Sunday, July 29, 2007

Predictions of economic doom usually wrong

Last week's sell off in the markets resulted in long faces among some investors and talk of a either a "crash", a "correction"or an "opportunity to buy the dips"among the media.

My take: the sell off is nothing to get excited about and not something that justifies much in the way of comment. Last week's sell off is nothing more than normal market volatility and evidence that capital markets are working in the usual manner.

A more interesting question is whether we are seeing the beginnings of either an economic slow down or a genuine tightening in the credit markets. Problems with sub-prime lending and the US housing market notwithstanding, I see no evidence of either at this point. That said, I am generally inclined to ignore predictions of economic doom given that the majority of such predictions are simply wrong. Here are some examples:

1. 1987 share market crash: while it lead to a deep recession in some economies (Australia, New Zealand) there was no world wide recession and most markets recovered fairly quickly. The endless comparisons to the 1929 crash and resulting depression were all well off the mark;

2. 1997 Asian crisis: it caused a lot of economic misery in Asia ( Thailand, Indonesia, Hong Kong etc) but the rest of the world was largely unaffected;

3. Y2K: this was a complete non-event (unless you were one of those who had the misfortune to spend the new millennium sitting in a crisis management office);

4. 2000 tech wreck: largely an isolated event that was bad news for investors in the tech heavy NASDAQ index and people who worked for a small number of companies that failed for one reason or another (bad business models, accounting fraud) but a non-event for the rest of the world;

5. 2002/3: SARS/Avian flu: the world wide pandemic never emerged. Only Hong Kong was effected to any noticable extent. Within a year of the SARS epidemic, Hong Kong's economy, share market and property market had all recovered strongly.

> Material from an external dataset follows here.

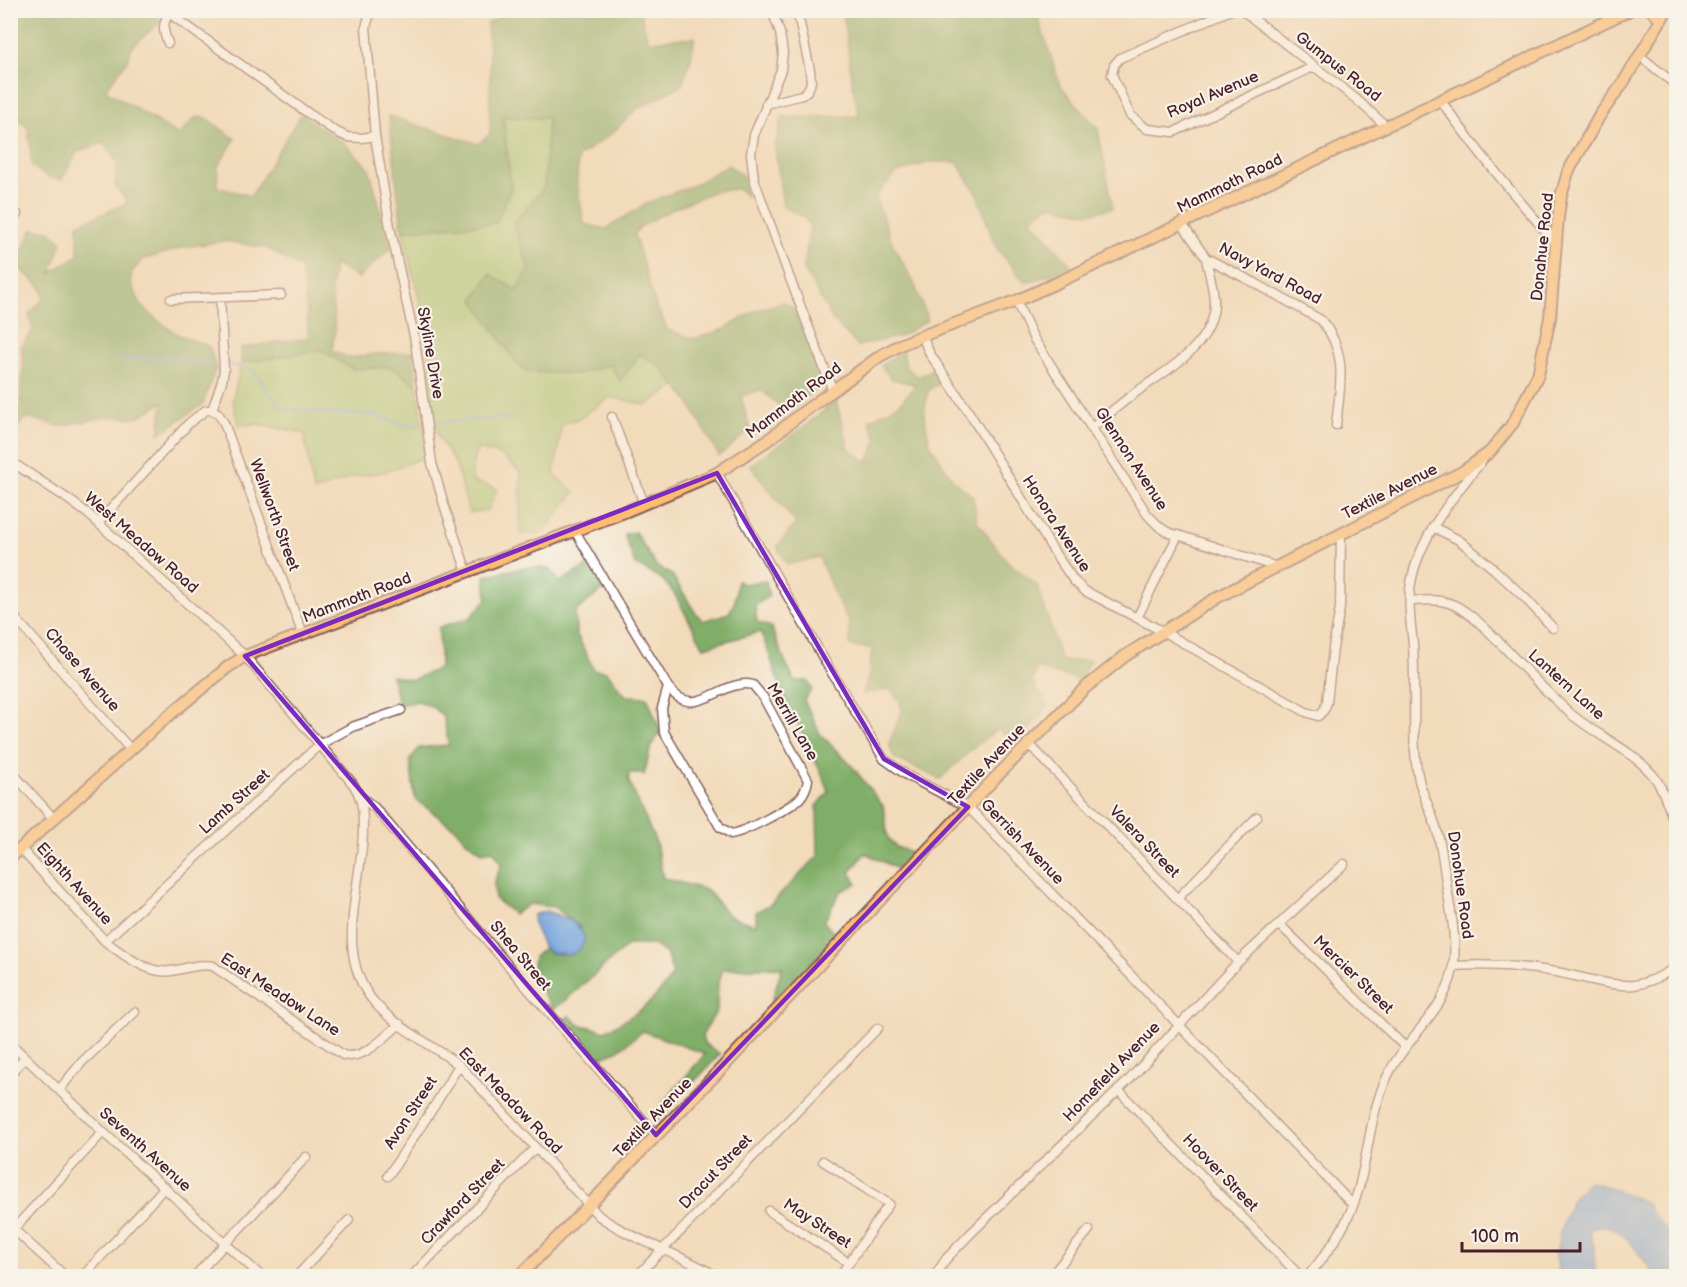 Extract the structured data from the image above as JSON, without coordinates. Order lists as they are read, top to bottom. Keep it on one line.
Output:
{"streets":{"main road":["Mammoth Road","Donahue Road","Textile Avenue"],"street":["Gumpus Road","Royal Avenue","Navy Yard Road","Skyline Drive","Glennon Avenue","Wellworth Street","Honora Avenue","West Meadow Road","Chase Avenue","Lantern Lane","Merrill Lane","Lamb Street","Gerrish Avenue","Valera Street","Eighth Avenue","Donohue Road","Shea Street","Mercier Street","East Meadow Lane","Homefield Avenue","East Meadow Road","Avon Street","Seventh Avenue","Dracut Street","Hoover Street","Crawford Street","May Street"]},"crossings":[["Gumpus Road","Royal Avenue"],["Gumpus Road","Mammoth Road"],["Mammoth Road","Navy Yard Road"],["Mammoth Road","Skyline Drive"],["Mammoth Road","Glennon Avenue"],["Mammoth Road","Wellworth Street"],["Mammoth Road","Honora Avenue"],["Mammoth Road","West Meadow Road"],["Mammoth Road","Chase Avenue"],["Mammoth Road","Merrill Lane"],["Mammoth Road","Gerrish Avenue"],["Mammoth Road","Eighth Avenue"],["Donahue Road","Textile Avenue"],["Donahue Road","Donohue Road"],["Glennon Avenue","Textile Avenue"],["Textile Avenue","Honora Avenue"],["Textile Avenue","Gerrish Avenue"],["Textile Avenue","Valera Street"],["Textile Avenue","Donohue Road"],["Textile Avenue","Shea Street"],["Textile Avenue","East Meadow Road"],["Lantern Lane","Donohue Road"],["Lamb Street","Eighth Avenue"],["Lamb Street","East Meadow Lane"],["Gerrish Avenue","Donohue Road"],["Gerrish Avenue","Homefield Avenue"],["Valera Street","Homefield Avenue"],["Eighth Avenue","East Meadow Lane"],["Donohue Road","Mercier Street"],["Shea Street","East Meadow Road"],["Mercier Street","Homefield Avenue"],["East Meadow Lane","East Meadow Road"],["Homefield Avenue","Hoover Street"],["East Meadow Road","Avon Street"],["East Meadow Road","Dracut Street"],["East Meadow Road","Crawford Street"]],"scale_bar":"100 m"} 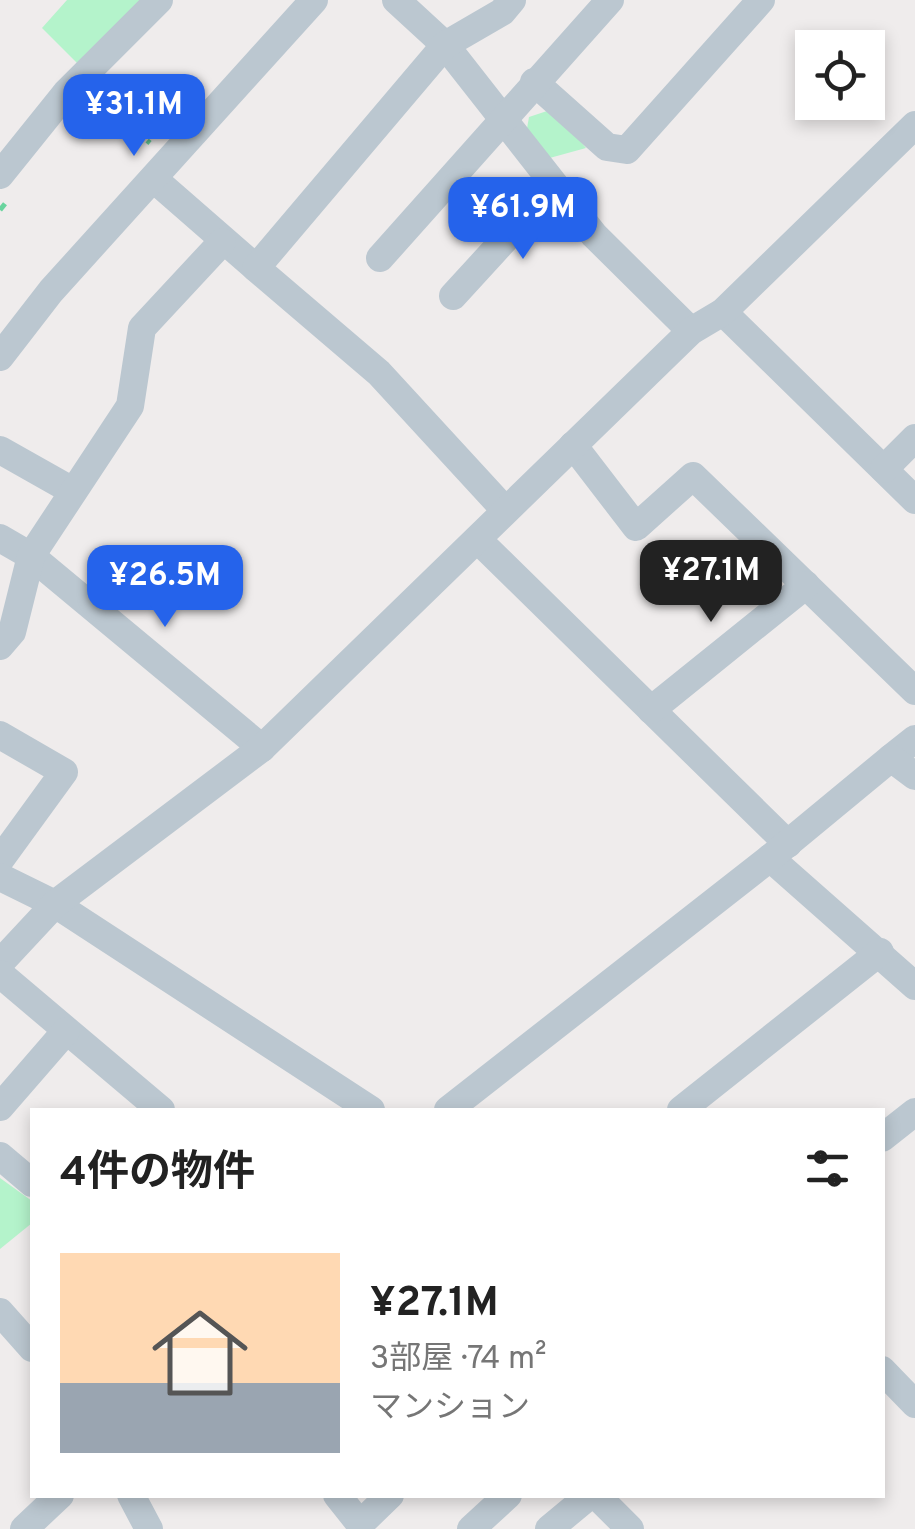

There are plenty of other examples I can point to. Certainly there will be economic ups and downs. Some will be global events while others will be much more localised. My point is that the only doom sayers who usually manage to predict such events correctly are those who predict doom and gloom on a regular basis (and who history has shown to be usually wrong).

The most irritating thing about all these events is that I have a poor record of taking advanatge of the investment opportunities that they create.